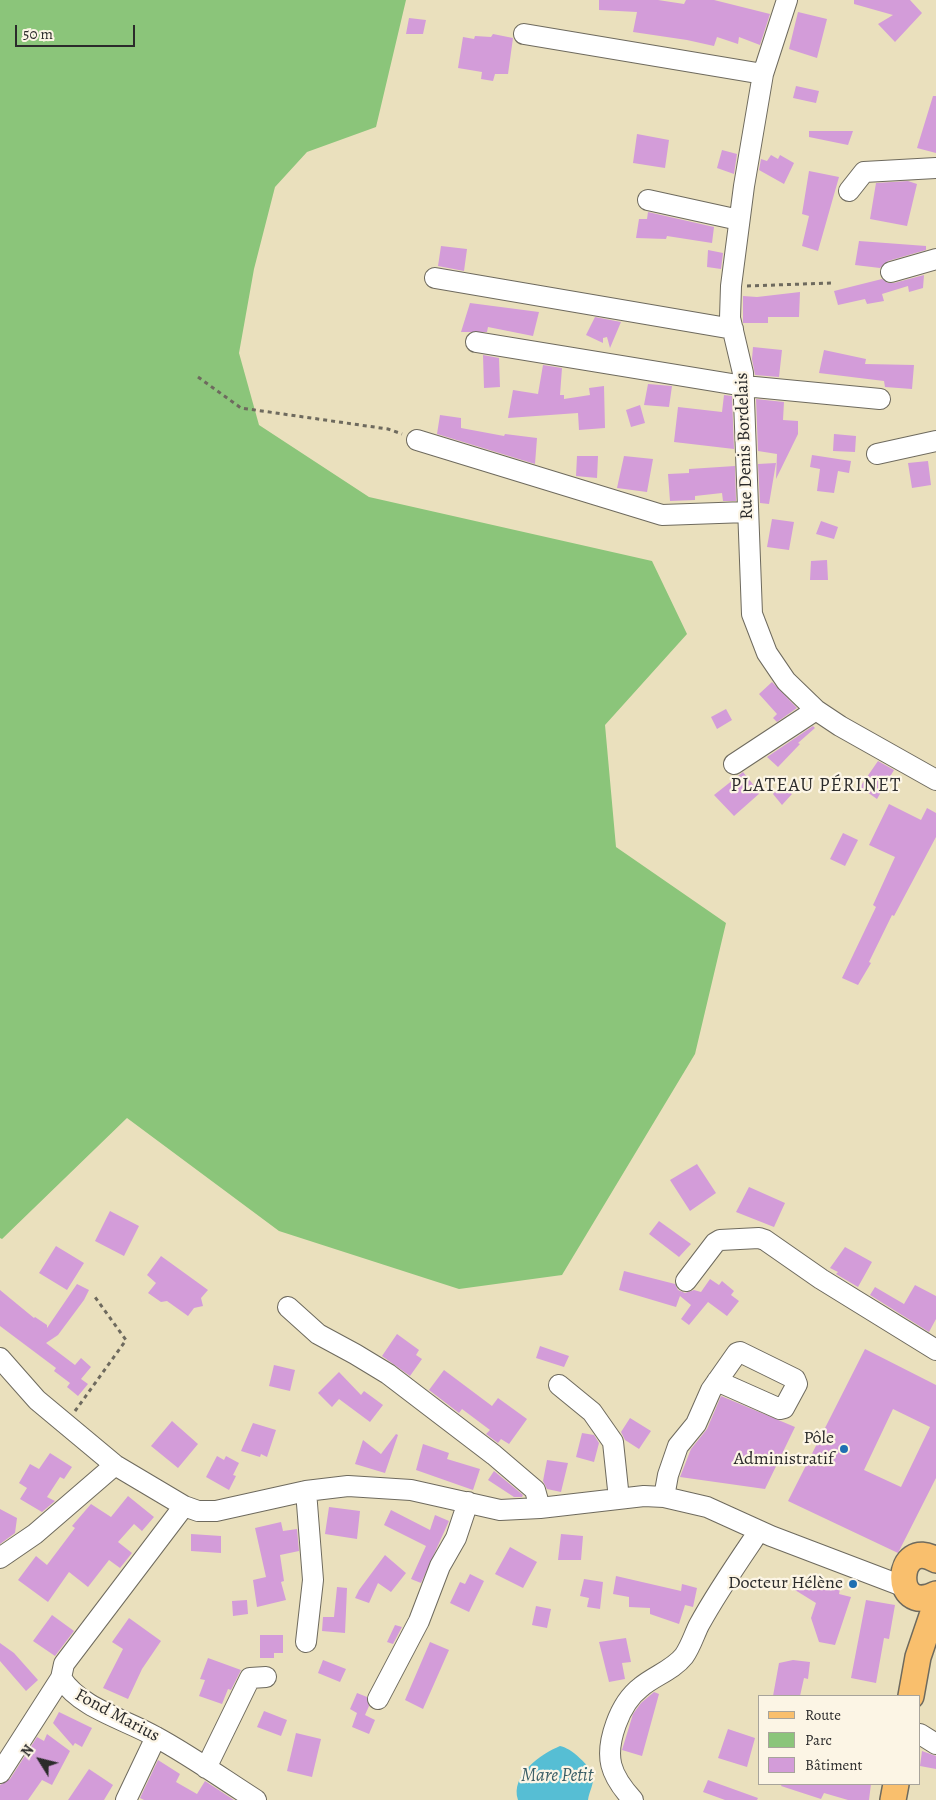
<!DOCTYPE html>
<meta charset="utf-8">
<style>
body{margin:0}
#map{position:relative;width:936px;height:1800px;overflow:hidden;background:#eae0bd;font-family:Alegreya,serif}
canvas{display:block}
.legend{position:absolute;left:758px;top:1695px;width:162px;height:90px;box-sizing:border-box;background:#fcf5e5;border:1px solid #a8a49b;margin:0;padding:6px 9px;list-style:none;font-size:15px;color:#2b2b2b}
.legend li{display:flex;align-items:center;gap:10px;height:25px}
.legend b{width:25px;border:1px solid #a8a49b}
.north{position:absolute;left:15px;top:1735px;width:50px;height:50px;-webkit-text-stroke:4px #fcf5e5;paint-order:stroke;rotate:306deg;font-size:14px;font-weight:700;line-height:20px;text-align:center;color:#2b2b2b}
.north::after{content:'';display:block;margin:auto;width:18px;height:22px;background:#2b2b2b;clip-path:polygon(50% 0,100% 100%,50% 72%,0 100%)}
.scale{position:absolute;left:15px;top:25px;width:120px;height:22px;box-sizing:border-box;border:2px solid #2b2b2b;border-top:0;padding-left:6px;font-size:15px;line-height:18px;white-space:nowrap;color:#2b2b2b;-webkit-text-stroke:4px #fcf5e5;paint-order:stroke}
</style>
<div id="map">
<canvas width="936" height="1800"></canvas>
<ul class="legend">
<li><b style="height:6px;background:#f9bf6d"></b>Route</li>
<li><b style="height:14px;background:#8bc57a"></b>Parc</li>
<li><b style="height:14px;background:#d39cd9"></b>Bâtiment</li>
</ul>
<div class="north">N</div>
<div class="scale">50 m</div>
</div>
<script>
const c = document.querySelector('canvas').getContext('2d');
c.lineJoin = 'round';
function fill(path, color) { c.fillStyle = color; c.fill(path, 'evenodd'); }
function strokePath(path, color, width, dash) { c.strokeStyle = color; c.lineWidth = width; c.lineCap = dash ? 'butt' : 'round'; c.setLineDash(dash || []); c.stroke(path); }
function write(font, color, halo, rows, align = 'center') {
  c.font = font + ' Alegreya,serif'; c.lineWidth = 4.5; c.setLineDash([]); c.textBaseline = 'middle'; c.strokeStyle = halo; c.fillStyle = color; for (const [text, x, y, turn = 0] of rows) {
    c.save(); c.translate(x, y); c.rotate((+turn || 0) * Math.PI / 180); c.textAlign = isNaN(turn) ? turn : align; if (halo) c.strokeText(text, 0, 0); c.fillText(text, 0, 0); c.restore();
  }
}
const green = new Path2D(`
 M0,0H406L376,127L307,152L275,187L254,269L239,353L259,425L369,497L652,561L687,634L605,725L616,847L726,923L695,1054L562,1275L459,1289L279,1231L127,1118L2,1239L0,1238Z`);
const water = new Path2D(`
 M560,1746C570,1747 592,1767 593,1777C594,1784 589,1792 588,1800H518C510,1775 541,1754 560,1746Z`);
const building = new Path2D(`
 M599,0H658L684,4L686,0H714L770,14L760,45L739,37L738,44L717,37L714,46L687,40L633,32L637,12L599,10Z
 M854,0H910L922,13L895,42L878,24L893,15L854,4Z
 M798,12L827,19L817,58L789,49Z
 M409,18L426,20L423,34H406Z
 M493,34L513,38L508,74H495L493,81L481,79L482,72L458,68L463,37L474,39L475,36L491,37Z
 M796,86L819,91L816,103L793,98Z
 M933,96H936V153L917,148Z
 M809,131H853L848,145L809,137Z
 M637,134L669,140L665,168L633,163Z
 M722,150L737,154L734,174L717,168Z
 M771,155L778,159L780,155L794,163L784,184L759,170L761,159L767,161Z
 M809,171L839,177L818,251L802,246L809,216L802,214Z
 M908,181L917,184L907,226L870,219L876,183Z
 M648,212L714,227L712,243L667,236L666,239L636,238L639,219H647Z
 M859,241L926,246V250L888,261L880,268L855,265Z
 M441,246L467,249L464,271L438,266Z
 M708,250L723,253L721,269L707,267Z
 M924,275L923,288L909,292L908,286L882,294L884,301L867,304L865,299L838,305L834,291L882,279L888,283H894Z
 M800,292L799,317H768V323H743V296L757,297Z
 M470,303L539,312L533,336L488,327L487,332H461Z
 M595,317L621,322L610,348L607,337L603,338V343L586,335Z
 M753,347L782,350L779,377L755,375L752,359Z
 M824,350L866,359L865,364L914,365L912,389L885,387L884,381L819,373Z
 M483,355L499,358L500,387L484,388Z
 M543,365L562,368L560,395H564V399L590,395L589,388L604,386L605,428L579,430L578,413L508,418L513,390L538,394Z
 M648,384L672,386L669,407L644,405Z
 M724,395L732,396L734,449L674,442L678,407L722,412Z
 M756,399L784,402L783,420L798,421V434L776,479L777,454L758,451Z
 M640,405L645,423L631,427L626,410Z
 M440,415L461,418V428L504,436L505,434L537,438L535,464L437,434Z
 M834,434L856,436L855,452L833,451Z
 M812,455L851,461L849,473L838,471L834,493L817,491L820,469L810,467Z
 M577,456H598L597,478L576,476Z
 M624,456L653,459L647,492L617,488Z
 M928,461L931,485L912,488L908,463Z
 M776,463L769,504L760,503L758,464Z
 M735,466L736,501H723L722,493L695,496V500L670,501L668,474L689,473V469Z
 M772,519L794,522L789,550L767,547Z
 M821,521L838,527L834,539L816,534Z
 M827,560L828,580H810L811,561Z
 M772,682L797,708L777,722L773,718L777,714L759,694Z
 M726,709L732,720L717,729L711,717Z
 M813,726L815,728L798,743L800,744L778,767L767,757Z
 M878,761L894,770L877,799L860,787Z
 M743,772L760,793L734,816L714,795Z
 M781,786L792,794L782,805L773,794Z
 M889,804L921,820L927,808L936,813V837L894,916L892,915L869,962L871,963L858,985L842,978L876,907L873,905L895,857L869,845Z
 M843,833L858,840L845,866L830,859Z
 M697,1164L716,1193L690,1211L670,1180Z
 M749,1187L785,1203L774,1227L736,1212Z
 M110,1211L139,1226L124,1256L95,1241Z
 M659,1221L691,1244L679,1257L649,1234Z
 M56,1246L84,1263L67,1290L39,1273Z
 M845,1247L872,1262L858,1287L836,1274L838,1272L830,1268Z
 M161,1256L208,1290L201,1298L203,1306L194,1308L188,1316L167,1301L161,1302L148,1293L156,1283L147,1275Z
 M624,1271L675,1284L678,1290L685,1293L694,1290L701,1292L710,1279L719,1285L722,1281L734,1291L731,1295L739,1301L727,1316L708,1302L689,1325L681,1319L691,1305L680,1296L676,1307L619,1290Z
 M77,1284L89,1290L84,1300L58,1335L46,1343L75,1365L81,1358L91,1367L81,1379L88,1384L78,1396L67,1387L70,1383L54,1371L56,1368L0,1326V1290L34,1318L35,1317L47,1325V1328Z
 M915,1285L936,1296V1319L929,1332L870,1295L875,1287L904,1304Z
 M397,1334L419,1350L416,1355L422,1359L410,1376L382,1356Z
 M540,1346L569,1356L564,1367L536,1358Z
 M865,1349L936,1385V1478L898,1553L788,1501ZM893,1409L930,1427L901,1487L864,1470Z
 M274,1365L295,1370L290,1391L269,1386Z
 M444,1370L492,1406L498,1398L527,1419L509,1444L501,1439L498,1443L486,1434L490,1430L462,1409L459,1413L429,1390Z
 M339,1372L361,1395L364,1391L383,1405L370,1422L339,1399L332,1407L318,1393Z
 M721,1396L795,1427L765,1489L680,1477L691,1449L707,1429Z
 M630,1418L651,1431L639,1449L625,1440L621,1432Z
 M172,1421L198,1444L178,1468L151,1446Z
 M253,1423L276,1430L267,1457L261,1454L260,1457L241,1451Z
 M582,1433L594,1435L599,1443L594,1462L576,1457Z
 M396,1434L398,1435L385,1473L355,1464L363,1440L381,1454Z
 M423,1444L449,1453L447,1459L480,1469L473,1490L416,1470Z
 M50,1453L72,1467L64,1479L60,1477L47,1497L55,1501L42,1512L20,1499L27,1488L19,1483L30,1464L39,1469Z
 M217,1456L224,1460L226,1456L239,1463L233,1475L236,1476L229,1490L206,1477Z
 M547,1460L568,1463L561,1492L547,1489L543,1481Z
 M494,1471L523,1495L522,1497H514L488,1480Z
 M128,1496L154,1517L142,1531L134,1524L118,1542L132,1553L120,1568L109,1560L88,1587L69,1572L48,1602L18,1580L36,1556L47,1565L75,1528L72,1526L91,1504L111,1517Z
 M329,1507L360,1511L357,1539L325,1534Z
 M0,1509L17,1518L15,1533L0,1544Z
 M391,1510L430,1530L435,1515L449,1521L421,1583L411,1579L426,1546L384,1525Z
 M281,1522L283,1531L297,1529L299,1551L280,1555L284,1581L281,1582L286,1600L257,1607L253,1580L266,1577L255,1528Z
 M191,1534L221,1536V1553L191,1551Z
 M561,1534L583,1536L581,1560H558Z
 M510,1547L537,1562L523,1588L495,1574Z
 M385,1555L406,1573L391,1592L378,1583L369,1603L355,1598L359,1590Z
 M470,1574L484,1581L469,1612L450,1603L460,1582L465,1584Z
 M616,1576L681,1591L682,1584L697,1588L693,1607L685,1605L679,1624L650,1614V1608L629,1607V1597L613,1594Z
 M584,1579L603,1582L600,1609L587,1607L589,1598L580,1596Z
 M803,1579L814,1585L840,1589L839,1594L851,1597L835,1645L819,1642L811,1618L816,1603L795,1590Z
 M337,1587L347,1588L345,1633L322,1631L323,1617H334Z
 M247,1600L248,1614L233,1616L232,1601Z
 M866,1600L895,1605L889,1639L884,1638L876,1683L851,1678Z
 M536,1606L551,1609L547,1628L532,1625Z
 M52,1615L74,1631L55,1656L33,1641Z
 M129,1618L161,1641L142,1669L128,1699L103,1688L123,1649L112,1642Z
 M395,1625L402,1627L393,1644L387,1642Z
 M260,1635H283V1653H274V1658H260Z
 M626,1638L631,1662L622,1663L625,1679L609,1682L599,1642Z
 M430,1642L449,1650L423,1709L405,1700Z
 M0,1643L14,1653L38,1680L26,1691L0,1661Z
 M208,1658L241,1670L231,1690L228,1689L222,1704L199,1696L205,1680L200,1679Z
 M323,1660L346,1669L340,1682L318,1673Z
 M793,1660L810,1662L808,1679L804,1678L800,1696H773L779,1663Z
 M654,1692L659,1694L642,1756L622,1750L633,1714L641,1703Z
 M357,1693L367,1697L369,1706L365,1715L375,1720L369,1734L352,1727L357,1713L350,1709Z
 M264,1711L287,1720L281,1736L257,1727Z
 M59,1712L92,1728L82,1747L75,1743L73,1746L53,1723Z
 M728,1729L755,1738L747,1767L718,1758Z
 M296,1733L321,1739L312,1777L287,1771Z
 M47,1734L70,1751L52,1785L42,1780L28,1800H0V1785L10,1779L37,1737L44,1741Z
 M922,1751L936,1756V1769L920,1766Z
 M158,1760L180,1774L176,1782L197,1794L205,1781L234,1800H144L140,1798Z
 M89,1769L113,1785L104,1800H68Z
 M708,1780L758,1798L757,1800H725L703,1792Z
 M782,1784H871L869,1800H848L824,1793L821,1799L781,1786Z`);
const path = new Path2D(`
 M747,286L831,283
 M198,377L241,408L388,429L402,434
 M75,1411L126,1340L95,1297`);
const minor = new Path2D(`
 M787,0L763,74L744,186L731,286L730,318L743,373L752,614L767,653L786,681L816,710L840,726L936,780
 M524,34L763,74
 M849,191L864,172L936,168
 M648,200L739,220
 M891,272L936,259
 M435,278L733,329
 M476,342L744,386L880,399
 M417,440L662,515L747,512
 M877,454L936,441
 M734,764L816,710
 M686,1281L715,1243L720,1240L759,1238L765,1240L821,1279L936,1350
 M288,1307L318,1334L355,1354L388,1374L494,1455L535,1490L540,1508
 M0,1358L37,1400L115,1465L184,1506L198,1511H216L306,1491L348,1486L411,1490L500,1510L540,1508L644,1496L664,1497L707,1507L771,1536L905,1587
 M559,1385L592,1412L613,1442L619,1499
 M306,1491L313,1580L306,1642
 M664,1497L668,1475L678,1446L696,1424L711,1390L737,1353L740,1352L795,1379L797,1384L784,1408L780,1409L717,1381
 M184,1506L64,1664L61,1678C81,1709 125,1719 156,1737C191,1756 223,1779 256,1800
 M0,1558L35,1534L115,1465
 M378,1699L419,1621L440,1566L456,1538L468,1502
 M920,1734L936,1744
 M206,1768L250,1678L266,1677
 M0,1773L61,1678
 M126,1800L156,1737
 M633,1800C610,1775 604,1757 616,1724C621,1710 628,1697 641,1687C654,1676 673,1670 684,1656C691,1646 694,1635 699,1625C717,1592 738,1562 759,1531`);
const major = new Path2D(`
 M936,1560C896,1535 890,1617 936,1594
 M911,1696L918,1657L936,1604
 M893,1800L896,1784`);
const markers = [
 [844,1449,5,"#1f6fb2"],
 [853,1584,5,"#1f6fb2"]
];
const streetNames = [
 ["Rue Denis Bordelais",745,446,-92],
 ["Fond Marius",117,1716,28]
];
const poiNames = [
 ["Pôle",834,1439],
 ["Administratif",834,1460],
 ["Docteur Hélène",843,1584]
];
const neighbourhoodNames = [
 ["PLATEAU PÉRINET",816,786]
];
const waterNames = [
 ["Mare Petit",557,1776]
];
fill(green, '#8bc57a');
fill(water, '#56bed4');
fill(building, '#d39cd9');
strokePath(minor, '#6e6a5e', 22);
strokePath(major, '#6e6a5e', 28);
strokePath(path, '#6e6a5e', 3, [4, 4]);
strokePath(minor, '#fff', 20);
strokePath(major, '#f9bf6d', 25);
for (const [x, y, r, color] of markers) { const dot = new Path2D(); dot.arc(x, y, r, 0, 2 * Math.PI); c.fillStyle = color; c.fill(dot); strokePath(dot, '#fcf5e5', 2); }
write('18px', '#2b2b2b', '#fcf5e5', streetNames);
write('18px', '#2b2b2b', '#fcf5e5', poiNames, 'right');
c.letterSpacing = '1px';
write('19px', '#2b2b2b', '#fcf5e5', neighbourhoodNames);
c.letterSpacing = '0px';
write('italic 19px', '#3a5e66', '#fcf5e5', waterNames);
</script>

######

* Assigned task:
Among the lines above, repeat exactly those from the line with "M849,191L864,172L936,168" to the line with "M911,1696L918,1657L936,1604", counting both ends.

* Exercise answer:
 M849,191L864,172L936,168
 M648,200L739,220
 M891,272L936,259
 M435,278L733,329
 M476,342L744,386L880,399
 M417,440L662,515L747,512
 M877,454L936,441
 M734,764L816,710
 M686,1281L715,1243L720,1240L759,1238L765,1240L821,1279L936,1350
 M288,1307L318,1334L355,1354L388,1374L494,1455L535,1490L540,1508
 M0,1358L37,1400L115,1465L184,1506L198,1511H216L306,1491L348,1486L411,1490L500,1510L540,1508L644,1496L664,1497L707,1507L771,1536L905,1587
 M559,1385L592,1412L613,1442L619,1499
 M306,1491L313,1580L306,1642
 M664,1497L668,1475L678,1446L696,1424L711,1390L737,1353L740,1352L795,1379L797,1384L784,1408L780,1409L717,1381
 M184,1506L64,1664L61,1678C81,1709 125,1719 156,1737C191,1756 223,1779 256,1800
 M0,1558L35,1534L115,1465
 M378,1699L419,1621L440,1566L456,1538L468,1502
 M920,1734L936,1744
 M206,1768L250,1678L266,1677
 M0,1773L61,1678
 M126,1800L156,1737
 M633,1800C610,1775 604,1757 616,1724C621,1710 628,1697 641,1687C654,1676 673,1670 684,1656C691,1646 694,1635 699,1625C717,1592 738,1562 759,1531`);
const major = new Path2D(`
 M936,1560C896,1535 890,1617 936,1594
 M911,1696L918,1657L936,1604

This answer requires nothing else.